Reduce the material below to its lines containing "overflow".
####################
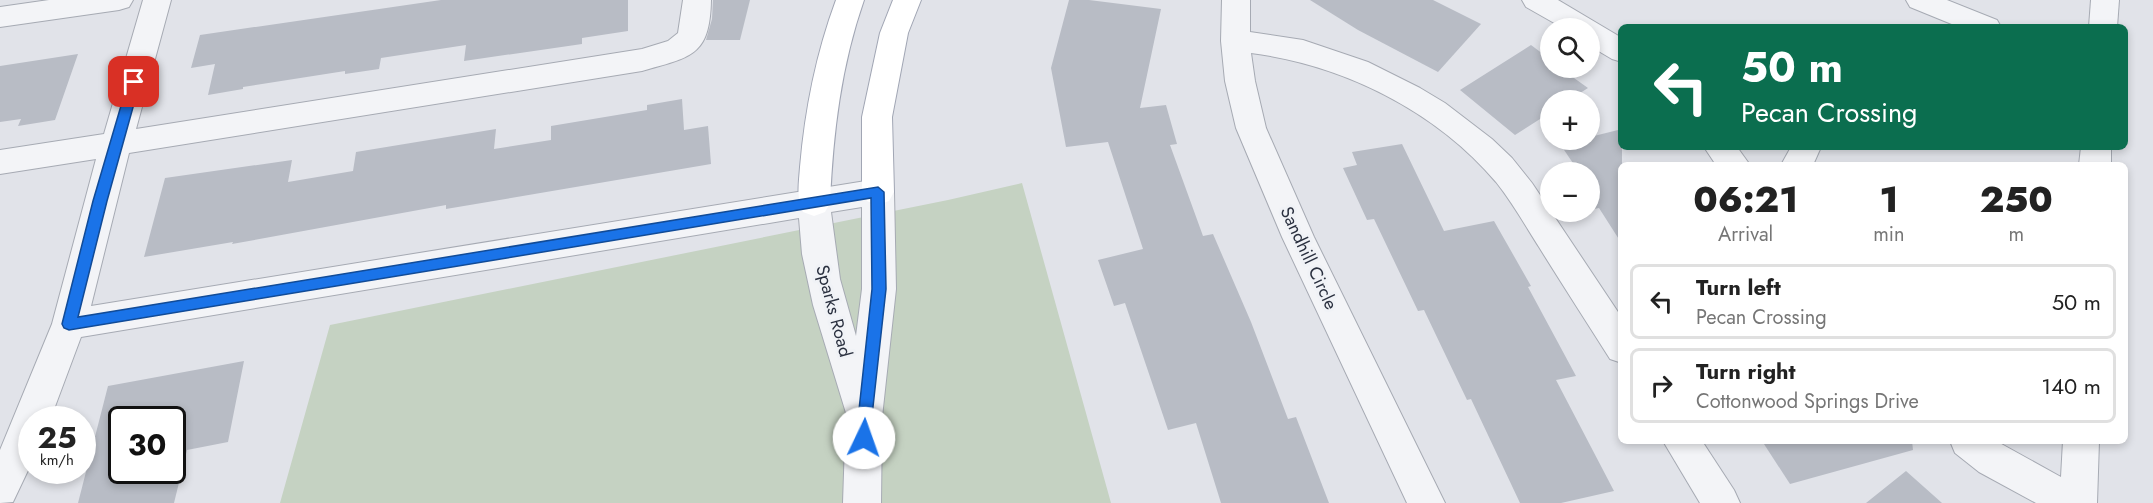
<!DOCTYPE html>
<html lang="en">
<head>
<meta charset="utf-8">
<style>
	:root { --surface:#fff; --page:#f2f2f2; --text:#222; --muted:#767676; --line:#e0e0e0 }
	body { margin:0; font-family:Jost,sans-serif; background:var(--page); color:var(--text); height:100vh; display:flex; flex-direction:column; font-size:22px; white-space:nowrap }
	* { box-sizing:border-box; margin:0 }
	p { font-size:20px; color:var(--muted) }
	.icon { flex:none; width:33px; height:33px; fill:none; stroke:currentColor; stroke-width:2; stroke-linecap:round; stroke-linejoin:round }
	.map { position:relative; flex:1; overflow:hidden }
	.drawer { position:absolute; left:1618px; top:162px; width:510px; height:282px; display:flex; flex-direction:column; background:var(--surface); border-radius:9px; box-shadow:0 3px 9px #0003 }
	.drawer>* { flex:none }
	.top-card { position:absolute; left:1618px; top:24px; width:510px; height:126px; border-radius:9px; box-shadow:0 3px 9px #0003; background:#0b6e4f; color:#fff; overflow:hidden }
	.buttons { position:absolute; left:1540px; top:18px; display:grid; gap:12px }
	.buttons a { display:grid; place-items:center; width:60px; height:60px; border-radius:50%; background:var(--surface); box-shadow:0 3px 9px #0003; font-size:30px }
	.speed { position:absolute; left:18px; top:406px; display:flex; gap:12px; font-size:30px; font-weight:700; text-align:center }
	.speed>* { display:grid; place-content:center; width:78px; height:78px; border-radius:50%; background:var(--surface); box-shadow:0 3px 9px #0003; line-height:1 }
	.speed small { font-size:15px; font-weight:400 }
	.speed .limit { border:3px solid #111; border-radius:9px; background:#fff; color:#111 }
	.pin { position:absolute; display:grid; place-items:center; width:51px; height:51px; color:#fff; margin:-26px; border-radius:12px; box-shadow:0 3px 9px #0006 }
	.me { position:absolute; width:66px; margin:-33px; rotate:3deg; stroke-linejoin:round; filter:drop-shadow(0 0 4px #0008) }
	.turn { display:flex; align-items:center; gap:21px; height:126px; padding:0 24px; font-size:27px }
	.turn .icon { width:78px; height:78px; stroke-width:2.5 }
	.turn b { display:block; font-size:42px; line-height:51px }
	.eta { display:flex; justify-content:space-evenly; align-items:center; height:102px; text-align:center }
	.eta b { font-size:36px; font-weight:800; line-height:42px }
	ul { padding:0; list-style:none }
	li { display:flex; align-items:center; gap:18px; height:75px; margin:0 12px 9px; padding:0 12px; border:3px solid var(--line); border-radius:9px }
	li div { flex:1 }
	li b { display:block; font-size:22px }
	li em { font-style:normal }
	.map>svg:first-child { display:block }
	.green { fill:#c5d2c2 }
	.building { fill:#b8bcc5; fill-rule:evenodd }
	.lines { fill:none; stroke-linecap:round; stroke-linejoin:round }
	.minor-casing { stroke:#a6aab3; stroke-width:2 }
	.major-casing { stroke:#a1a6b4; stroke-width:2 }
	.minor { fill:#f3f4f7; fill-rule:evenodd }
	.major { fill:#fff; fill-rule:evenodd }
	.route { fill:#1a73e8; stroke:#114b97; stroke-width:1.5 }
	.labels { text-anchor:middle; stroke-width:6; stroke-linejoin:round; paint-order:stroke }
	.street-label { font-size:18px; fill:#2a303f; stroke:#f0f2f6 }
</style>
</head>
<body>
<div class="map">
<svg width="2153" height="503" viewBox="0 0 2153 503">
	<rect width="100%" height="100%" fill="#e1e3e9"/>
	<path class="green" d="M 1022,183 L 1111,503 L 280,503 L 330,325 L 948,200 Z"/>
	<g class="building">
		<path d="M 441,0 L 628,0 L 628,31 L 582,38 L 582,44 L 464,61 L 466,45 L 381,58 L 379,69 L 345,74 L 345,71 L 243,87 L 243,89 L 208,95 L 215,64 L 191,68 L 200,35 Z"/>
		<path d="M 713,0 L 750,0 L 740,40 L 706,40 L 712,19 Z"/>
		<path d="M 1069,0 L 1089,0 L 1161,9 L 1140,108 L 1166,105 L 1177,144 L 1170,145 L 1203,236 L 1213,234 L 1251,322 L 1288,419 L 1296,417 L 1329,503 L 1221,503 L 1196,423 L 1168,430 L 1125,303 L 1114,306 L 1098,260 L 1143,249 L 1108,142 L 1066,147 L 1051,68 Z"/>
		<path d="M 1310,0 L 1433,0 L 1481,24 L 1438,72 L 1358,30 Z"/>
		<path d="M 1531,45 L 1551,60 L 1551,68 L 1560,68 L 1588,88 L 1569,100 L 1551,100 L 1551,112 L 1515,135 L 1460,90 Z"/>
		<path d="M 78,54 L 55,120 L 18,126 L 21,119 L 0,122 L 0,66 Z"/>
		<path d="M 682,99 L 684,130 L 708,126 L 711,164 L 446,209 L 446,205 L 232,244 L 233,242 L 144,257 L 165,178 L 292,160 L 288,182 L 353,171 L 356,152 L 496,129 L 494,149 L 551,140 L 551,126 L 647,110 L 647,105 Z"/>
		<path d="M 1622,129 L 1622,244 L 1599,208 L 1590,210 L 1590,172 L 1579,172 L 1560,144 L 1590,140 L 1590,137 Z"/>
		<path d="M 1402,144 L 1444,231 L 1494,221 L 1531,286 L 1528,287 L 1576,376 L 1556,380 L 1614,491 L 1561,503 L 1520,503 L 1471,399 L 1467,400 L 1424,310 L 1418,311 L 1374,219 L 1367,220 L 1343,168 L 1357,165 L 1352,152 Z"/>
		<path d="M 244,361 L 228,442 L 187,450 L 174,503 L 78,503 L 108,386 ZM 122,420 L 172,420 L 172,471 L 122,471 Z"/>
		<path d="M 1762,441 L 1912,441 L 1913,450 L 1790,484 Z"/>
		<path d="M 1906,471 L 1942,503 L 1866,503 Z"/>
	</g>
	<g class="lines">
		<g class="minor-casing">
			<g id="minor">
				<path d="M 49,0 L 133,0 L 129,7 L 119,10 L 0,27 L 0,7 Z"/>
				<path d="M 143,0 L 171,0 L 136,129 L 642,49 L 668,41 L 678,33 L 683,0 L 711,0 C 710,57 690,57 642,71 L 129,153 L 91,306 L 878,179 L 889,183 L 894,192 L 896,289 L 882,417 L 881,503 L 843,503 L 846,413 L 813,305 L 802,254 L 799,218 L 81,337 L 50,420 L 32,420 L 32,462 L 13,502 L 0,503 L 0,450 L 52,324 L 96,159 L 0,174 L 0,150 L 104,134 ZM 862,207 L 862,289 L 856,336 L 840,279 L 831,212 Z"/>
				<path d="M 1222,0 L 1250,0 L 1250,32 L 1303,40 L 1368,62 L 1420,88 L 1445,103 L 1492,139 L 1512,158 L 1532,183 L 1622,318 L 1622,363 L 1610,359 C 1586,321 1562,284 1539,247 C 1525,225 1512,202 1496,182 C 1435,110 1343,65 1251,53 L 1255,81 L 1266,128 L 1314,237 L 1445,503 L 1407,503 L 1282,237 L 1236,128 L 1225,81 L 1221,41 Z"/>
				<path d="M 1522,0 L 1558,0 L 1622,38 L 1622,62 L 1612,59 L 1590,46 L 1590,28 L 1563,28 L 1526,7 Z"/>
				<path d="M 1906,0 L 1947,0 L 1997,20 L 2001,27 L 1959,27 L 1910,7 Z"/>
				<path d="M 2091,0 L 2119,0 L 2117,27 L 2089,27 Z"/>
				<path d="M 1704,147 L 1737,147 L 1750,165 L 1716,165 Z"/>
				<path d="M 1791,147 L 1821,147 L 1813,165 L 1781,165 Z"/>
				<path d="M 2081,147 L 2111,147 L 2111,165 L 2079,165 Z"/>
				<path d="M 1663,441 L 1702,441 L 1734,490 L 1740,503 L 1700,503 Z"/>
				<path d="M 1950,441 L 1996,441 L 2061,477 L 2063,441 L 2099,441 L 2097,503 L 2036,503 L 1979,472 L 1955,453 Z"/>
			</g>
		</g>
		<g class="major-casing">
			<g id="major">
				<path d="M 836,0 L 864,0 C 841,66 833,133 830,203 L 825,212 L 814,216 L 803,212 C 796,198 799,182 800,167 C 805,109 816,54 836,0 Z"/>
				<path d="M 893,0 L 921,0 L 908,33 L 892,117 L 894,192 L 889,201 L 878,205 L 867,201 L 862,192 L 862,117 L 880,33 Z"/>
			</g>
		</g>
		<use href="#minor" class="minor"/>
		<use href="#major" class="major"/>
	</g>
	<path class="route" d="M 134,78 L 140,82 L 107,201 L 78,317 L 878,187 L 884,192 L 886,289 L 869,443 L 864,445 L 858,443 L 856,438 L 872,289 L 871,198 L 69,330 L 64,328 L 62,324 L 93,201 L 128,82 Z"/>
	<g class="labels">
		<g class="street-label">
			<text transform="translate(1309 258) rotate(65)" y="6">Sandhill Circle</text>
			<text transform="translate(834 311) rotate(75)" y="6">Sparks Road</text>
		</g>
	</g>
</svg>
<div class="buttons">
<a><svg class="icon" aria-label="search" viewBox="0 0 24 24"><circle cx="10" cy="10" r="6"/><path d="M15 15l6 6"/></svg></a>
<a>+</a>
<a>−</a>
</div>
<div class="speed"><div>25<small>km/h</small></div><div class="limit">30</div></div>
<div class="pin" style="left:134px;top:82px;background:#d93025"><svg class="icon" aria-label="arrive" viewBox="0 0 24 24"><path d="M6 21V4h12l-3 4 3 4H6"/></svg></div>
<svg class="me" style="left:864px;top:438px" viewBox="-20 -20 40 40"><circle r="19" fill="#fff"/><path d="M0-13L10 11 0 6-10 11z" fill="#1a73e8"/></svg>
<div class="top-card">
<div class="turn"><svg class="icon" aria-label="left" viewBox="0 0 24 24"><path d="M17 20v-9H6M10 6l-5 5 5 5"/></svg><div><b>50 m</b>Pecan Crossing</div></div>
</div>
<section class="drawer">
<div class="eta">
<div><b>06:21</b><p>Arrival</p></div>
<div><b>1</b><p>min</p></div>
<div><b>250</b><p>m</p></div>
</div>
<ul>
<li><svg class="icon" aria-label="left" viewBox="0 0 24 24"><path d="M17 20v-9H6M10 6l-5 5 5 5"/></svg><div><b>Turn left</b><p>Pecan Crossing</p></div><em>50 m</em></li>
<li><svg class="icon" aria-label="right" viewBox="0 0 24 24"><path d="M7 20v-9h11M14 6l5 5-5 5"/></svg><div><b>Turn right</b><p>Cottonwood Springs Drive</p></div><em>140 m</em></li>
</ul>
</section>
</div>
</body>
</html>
####################
### Output of the exercise
	.map { position:relative; flex:1; overflow:hidden }
	.top-card { position:absolute; left:1618px; top:24px; width:510px; height:126px; border-radius:9px; box-shadow:0 3px 9px #0003; background:#0b6e4f; color:#fff; overflow:hidden }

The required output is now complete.